Exercise instructions » Find the string "place" in the data, then copy every line where it is found.

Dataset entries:
# # # # #
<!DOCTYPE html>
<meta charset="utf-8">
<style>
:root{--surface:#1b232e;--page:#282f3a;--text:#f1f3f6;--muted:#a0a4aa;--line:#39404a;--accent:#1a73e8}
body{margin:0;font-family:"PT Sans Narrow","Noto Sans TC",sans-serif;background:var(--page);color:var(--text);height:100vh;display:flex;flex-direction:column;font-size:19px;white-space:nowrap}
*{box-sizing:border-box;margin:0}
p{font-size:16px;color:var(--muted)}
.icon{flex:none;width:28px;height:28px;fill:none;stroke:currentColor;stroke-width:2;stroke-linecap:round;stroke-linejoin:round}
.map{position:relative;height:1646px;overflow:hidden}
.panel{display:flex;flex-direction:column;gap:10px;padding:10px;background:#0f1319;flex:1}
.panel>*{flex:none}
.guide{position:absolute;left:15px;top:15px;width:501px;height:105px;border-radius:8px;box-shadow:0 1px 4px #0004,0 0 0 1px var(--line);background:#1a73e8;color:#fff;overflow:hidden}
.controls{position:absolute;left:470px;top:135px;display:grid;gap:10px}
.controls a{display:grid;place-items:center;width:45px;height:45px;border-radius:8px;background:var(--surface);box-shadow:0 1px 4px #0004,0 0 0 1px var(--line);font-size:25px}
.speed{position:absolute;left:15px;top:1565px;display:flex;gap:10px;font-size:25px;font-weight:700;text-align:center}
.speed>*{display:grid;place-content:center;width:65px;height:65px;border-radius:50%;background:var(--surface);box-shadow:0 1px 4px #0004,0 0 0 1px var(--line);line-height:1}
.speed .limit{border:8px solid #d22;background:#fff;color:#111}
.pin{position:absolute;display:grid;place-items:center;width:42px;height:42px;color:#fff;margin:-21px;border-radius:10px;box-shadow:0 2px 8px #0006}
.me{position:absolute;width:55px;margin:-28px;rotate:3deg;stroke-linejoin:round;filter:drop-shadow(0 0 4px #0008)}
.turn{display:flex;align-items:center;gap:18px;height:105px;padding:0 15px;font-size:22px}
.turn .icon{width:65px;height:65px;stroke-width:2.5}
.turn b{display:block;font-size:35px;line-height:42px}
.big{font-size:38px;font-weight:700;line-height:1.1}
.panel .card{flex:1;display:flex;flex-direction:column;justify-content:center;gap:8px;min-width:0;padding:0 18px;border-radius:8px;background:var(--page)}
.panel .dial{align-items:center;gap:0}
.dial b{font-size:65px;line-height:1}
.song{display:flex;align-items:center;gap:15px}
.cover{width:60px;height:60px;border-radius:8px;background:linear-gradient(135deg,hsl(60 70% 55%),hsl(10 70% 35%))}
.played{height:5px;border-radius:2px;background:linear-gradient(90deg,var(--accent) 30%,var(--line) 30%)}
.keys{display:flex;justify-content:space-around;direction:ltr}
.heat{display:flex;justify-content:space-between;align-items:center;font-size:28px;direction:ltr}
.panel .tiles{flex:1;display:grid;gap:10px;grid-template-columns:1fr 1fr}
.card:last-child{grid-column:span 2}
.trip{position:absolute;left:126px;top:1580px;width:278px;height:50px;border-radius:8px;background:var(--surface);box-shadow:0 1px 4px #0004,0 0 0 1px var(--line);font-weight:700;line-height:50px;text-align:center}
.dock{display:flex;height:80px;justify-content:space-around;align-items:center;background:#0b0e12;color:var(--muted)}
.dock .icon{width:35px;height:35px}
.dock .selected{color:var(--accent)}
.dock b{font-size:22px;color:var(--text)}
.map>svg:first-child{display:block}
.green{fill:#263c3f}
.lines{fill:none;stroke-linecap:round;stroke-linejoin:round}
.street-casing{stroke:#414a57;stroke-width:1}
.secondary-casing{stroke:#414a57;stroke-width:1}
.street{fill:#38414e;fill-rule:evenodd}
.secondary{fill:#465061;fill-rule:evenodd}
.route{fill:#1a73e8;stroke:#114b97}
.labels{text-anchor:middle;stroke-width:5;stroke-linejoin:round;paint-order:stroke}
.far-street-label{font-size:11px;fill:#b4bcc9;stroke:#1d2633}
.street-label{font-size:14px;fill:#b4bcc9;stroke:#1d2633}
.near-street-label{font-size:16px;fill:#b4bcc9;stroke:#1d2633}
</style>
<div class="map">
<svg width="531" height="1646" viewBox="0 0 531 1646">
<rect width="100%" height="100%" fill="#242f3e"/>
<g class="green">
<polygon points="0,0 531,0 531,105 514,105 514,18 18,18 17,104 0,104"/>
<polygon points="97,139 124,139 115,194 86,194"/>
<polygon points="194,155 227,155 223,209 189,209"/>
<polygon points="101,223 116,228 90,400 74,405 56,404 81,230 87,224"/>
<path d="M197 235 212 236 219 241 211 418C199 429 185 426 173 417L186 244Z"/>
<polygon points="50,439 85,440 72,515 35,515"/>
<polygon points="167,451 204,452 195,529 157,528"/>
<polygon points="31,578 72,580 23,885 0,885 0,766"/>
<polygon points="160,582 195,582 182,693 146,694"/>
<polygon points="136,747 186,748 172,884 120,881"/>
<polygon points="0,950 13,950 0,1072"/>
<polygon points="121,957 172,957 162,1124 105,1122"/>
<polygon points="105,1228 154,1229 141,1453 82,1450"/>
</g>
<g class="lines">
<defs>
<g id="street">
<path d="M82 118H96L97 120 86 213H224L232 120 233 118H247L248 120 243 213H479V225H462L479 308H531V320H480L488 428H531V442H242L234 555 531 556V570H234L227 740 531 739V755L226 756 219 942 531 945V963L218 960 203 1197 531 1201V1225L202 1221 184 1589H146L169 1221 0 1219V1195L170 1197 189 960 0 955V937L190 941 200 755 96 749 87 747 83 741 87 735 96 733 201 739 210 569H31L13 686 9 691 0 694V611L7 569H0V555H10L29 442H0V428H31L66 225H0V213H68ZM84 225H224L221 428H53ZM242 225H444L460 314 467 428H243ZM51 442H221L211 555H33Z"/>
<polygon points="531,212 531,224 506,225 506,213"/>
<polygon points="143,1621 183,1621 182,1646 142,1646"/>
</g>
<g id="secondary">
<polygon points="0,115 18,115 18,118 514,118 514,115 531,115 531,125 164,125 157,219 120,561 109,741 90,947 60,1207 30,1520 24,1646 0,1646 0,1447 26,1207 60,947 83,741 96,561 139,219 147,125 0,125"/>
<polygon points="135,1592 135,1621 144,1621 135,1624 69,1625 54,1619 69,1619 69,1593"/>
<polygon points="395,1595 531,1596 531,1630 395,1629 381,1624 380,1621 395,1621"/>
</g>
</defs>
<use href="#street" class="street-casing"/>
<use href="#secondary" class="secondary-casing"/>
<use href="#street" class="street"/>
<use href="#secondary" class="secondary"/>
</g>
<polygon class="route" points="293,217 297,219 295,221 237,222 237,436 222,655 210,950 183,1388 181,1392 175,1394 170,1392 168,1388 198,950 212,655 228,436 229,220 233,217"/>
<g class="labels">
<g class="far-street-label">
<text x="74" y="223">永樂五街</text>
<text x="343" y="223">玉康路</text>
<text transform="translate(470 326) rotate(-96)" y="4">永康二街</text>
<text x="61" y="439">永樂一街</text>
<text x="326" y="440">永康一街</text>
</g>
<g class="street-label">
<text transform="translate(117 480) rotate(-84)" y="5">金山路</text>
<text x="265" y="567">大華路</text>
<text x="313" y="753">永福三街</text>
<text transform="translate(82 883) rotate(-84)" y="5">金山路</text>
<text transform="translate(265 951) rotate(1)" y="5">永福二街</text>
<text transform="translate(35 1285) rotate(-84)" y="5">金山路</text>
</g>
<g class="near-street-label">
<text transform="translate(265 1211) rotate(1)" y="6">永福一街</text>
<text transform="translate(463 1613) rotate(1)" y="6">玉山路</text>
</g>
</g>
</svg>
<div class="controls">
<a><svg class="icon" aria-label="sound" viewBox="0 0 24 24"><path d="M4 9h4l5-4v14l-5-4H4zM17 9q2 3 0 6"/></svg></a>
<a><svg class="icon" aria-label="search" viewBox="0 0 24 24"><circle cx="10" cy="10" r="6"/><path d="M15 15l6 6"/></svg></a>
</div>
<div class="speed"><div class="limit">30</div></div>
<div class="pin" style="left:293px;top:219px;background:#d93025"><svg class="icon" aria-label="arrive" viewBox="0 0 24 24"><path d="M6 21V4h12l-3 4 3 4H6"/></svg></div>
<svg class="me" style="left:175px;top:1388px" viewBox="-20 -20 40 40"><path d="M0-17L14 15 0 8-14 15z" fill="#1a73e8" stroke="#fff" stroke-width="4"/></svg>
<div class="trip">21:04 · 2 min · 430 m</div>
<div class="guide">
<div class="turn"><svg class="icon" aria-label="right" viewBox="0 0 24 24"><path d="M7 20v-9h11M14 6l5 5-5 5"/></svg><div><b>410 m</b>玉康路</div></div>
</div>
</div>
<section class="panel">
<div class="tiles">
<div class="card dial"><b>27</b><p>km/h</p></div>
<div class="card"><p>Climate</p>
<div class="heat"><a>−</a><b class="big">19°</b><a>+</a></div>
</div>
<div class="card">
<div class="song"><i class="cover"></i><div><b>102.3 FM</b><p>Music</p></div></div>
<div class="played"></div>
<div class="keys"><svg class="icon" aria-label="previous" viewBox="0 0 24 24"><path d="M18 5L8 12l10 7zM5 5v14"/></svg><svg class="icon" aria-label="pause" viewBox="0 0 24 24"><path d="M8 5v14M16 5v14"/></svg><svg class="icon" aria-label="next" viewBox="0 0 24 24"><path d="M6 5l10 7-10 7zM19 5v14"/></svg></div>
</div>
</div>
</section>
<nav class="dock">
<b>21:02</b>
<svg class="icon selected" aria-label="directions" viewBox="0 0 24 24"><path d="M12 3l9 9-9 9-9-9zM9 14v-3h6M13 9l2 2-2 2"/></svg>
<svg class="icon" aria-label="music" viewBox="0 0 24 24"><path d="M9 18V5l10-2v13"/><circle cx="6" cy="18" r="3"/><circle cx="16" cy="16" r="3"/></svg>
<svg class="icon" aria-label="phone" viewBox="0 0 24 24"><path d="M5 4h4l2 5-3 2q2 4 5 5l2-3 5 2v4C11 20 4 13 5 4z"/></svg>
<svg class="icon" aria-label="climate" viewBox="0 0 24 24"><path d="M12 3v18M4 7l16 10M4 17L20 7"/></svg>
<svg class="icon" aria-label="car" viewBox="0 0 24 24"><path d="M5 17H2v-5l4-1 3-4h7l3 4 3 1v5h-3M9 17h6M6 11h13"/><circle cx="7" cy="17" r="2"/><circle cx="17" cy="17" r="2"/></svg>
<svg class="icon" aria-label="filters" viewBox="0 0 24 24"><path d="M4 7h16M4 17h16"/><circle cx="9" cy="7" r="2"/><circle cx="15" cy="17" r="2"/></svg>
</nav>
# # # # #
Completed task »
.controls a{display:grid;place-items:center;width:45px;height:45px;border-radius:8px;background:var(--surface);box-shadow:0 1px 4px #0004,0 0 0 1px var(--line);font-size:25px}
.speed>*{display:grid;place-content:center;width:65px;height:65px;border-radius:50%;background:var(--surface);box-shadow:0 1px 4px #0004,0 0 0 1px var(--line);line-height:1}
.pin{position:absolute;display:grid;place-items:center;width:42px;height:42px;color:#fff;margin:-21px;border-radius:10px;box-shadow:0 2px 8px #0006}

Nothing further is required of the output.